▼
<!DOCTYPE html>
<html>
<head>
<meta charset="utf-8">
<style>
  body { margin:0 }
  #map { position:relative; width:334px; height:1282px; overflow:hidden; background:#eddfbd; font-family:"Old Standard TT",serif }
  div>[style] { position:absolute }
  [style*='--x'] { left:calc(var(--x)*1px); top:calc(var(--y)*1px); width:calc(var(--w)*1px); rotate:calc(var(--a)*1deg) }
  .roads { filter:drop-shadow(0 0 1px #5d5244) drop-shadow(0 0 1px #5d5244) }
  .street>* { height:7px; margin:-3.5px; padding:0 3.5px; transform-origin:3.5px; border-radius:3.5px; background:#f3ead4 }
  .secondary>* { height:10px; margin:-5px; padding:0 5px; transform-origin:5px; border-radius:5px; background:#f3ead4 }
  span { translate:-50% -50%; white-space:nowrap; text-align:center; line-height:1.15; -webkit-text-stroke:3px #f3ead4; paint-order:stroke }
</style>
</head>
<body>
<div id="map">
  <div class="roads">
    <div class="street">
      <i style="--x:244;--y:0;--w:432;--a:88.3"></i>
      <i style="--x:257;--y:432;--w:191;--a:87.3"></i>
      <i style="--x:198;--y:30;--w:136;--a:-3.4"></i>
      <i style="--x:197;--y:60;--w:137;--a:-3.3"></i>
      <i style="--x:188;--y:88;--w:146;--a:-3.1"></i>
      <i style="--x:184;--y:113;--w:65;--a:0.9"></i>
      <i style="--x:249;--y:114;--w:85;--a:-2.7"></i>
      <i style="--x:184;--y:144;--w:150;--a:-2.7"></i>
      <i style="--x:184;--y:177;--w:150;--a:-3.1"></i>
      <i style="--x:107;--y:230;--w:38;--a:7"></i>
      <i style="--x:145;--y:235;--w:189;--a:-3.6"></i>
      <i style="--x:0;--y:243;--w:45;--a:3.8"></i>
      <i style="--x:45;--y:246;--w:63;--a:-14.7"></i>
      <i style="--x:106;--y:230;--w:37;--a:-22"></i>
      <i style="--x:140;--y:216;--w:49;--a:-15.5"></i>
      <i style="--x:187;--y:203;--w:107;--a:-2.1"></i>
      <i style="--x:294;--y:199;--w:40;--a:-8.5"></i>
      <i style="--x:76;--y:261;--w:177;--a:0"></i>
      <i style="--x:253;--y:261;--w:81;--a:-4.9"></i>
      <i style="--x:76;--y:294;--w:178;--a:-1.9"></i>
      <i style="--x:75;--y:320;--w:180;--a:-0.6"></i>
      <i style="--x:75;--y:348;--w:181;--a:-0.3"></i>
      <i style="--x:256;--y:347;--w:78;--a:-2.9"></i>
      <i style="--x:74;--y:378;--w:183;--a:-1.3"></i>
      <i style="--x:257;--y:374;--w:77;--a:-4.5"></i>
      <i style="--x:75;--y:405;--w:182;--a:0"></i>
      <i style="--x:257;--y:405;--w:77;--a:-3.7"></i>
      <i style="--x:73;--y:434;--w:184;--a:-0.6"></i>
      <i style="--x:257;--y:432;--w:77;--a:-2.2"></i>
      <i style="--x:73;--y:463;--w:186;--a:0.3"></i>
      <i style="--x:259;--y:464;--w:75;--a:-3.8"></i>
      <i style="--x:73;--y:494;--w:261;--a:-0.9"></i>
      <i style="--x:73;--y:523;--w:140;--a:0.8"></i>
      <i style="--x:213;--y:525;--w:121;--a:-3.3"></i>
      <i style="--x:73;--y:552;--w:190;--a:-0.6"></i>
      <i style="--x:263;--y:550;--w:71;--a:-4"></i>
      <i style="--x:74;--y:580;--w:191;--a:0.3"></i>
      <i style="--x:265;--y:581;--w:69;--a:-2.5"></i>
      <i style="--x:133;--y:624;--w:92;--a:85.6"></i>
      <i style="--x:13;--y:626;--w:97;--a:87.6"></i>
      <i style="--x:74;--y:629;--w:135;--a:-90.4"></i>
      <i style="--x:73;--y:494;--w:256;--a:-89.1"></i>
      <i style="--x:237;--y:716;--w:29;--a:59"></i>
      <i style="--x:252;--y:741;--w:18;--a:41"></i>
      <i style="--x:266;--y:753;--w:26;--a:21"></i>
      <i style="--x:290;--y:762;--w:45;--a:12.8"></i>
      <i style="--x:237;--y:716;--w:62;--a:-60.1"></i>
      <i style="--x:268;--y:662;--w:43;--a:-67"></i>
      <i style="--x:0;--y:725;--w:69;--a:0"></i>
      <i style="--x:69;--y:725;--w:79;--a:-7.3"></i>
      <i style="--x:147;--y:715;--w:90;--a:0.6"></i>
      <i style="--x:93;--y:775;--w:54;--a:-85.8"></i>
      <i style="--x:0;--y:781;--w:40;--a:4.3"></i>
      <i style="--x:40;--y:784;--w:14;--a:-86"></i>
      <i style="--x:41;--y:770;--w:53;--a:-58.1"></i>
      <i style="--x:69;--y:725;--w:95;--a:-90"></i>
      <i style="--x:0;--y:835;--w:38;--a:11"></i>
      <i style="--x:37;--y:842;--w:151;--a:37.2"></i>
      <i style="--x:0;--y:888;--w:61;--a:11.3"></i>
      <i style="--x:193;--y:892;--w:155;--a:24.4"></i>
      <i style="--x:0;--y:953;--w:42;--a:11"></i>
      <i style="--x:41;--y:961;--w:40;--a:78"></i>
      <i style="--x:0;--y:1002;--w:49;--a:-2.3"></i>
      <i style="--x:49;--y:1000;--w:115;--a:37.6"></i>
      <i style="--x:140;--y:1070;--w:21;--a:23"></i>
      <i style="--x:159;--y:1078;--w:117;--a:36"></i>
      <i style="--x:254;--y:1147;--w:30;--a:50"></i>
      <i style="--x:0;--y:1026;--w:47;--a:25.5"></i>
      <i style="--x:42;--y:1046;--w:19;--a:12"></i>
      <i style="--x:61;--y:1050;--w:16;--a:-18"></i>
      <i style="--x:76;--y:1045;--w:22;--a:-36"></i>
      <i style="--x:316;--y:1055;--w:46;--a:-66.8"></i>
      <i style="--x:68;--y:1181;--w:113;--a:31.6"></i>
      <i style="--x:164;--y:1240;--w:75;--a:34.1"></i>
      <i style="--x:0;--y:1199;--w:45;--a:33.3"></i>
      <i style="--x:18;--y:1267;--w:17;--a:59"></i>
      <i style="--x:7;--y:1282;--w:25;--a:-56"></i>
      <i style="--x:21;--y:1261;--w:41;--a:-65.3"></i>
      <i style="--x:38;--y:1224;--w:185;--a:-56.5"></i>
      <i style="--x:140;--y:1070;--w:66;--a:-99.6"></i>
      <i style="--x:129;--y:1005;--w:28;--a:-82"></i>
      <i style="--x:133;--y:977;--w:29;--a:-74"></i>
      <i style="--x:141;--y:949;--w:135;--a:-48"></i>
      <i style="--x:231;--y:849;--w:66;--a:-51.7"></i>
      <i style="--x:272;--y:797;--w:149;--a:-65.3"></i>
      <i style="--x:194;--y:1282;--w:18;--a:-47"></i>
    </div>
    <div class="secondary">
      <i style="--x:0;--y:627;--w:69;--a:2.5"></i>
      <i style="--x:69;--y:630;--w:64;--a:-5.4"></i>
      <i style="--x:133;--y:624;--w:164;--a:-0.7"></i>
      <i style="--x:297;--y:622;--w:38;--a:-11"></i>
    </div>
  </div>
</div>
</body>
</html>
▲
> [WHAT YOU NEED TO DO] Say how many lines of the records include the word "position", and give nothing but the number.

> [SOLUTION TO THE EXERCISE] 2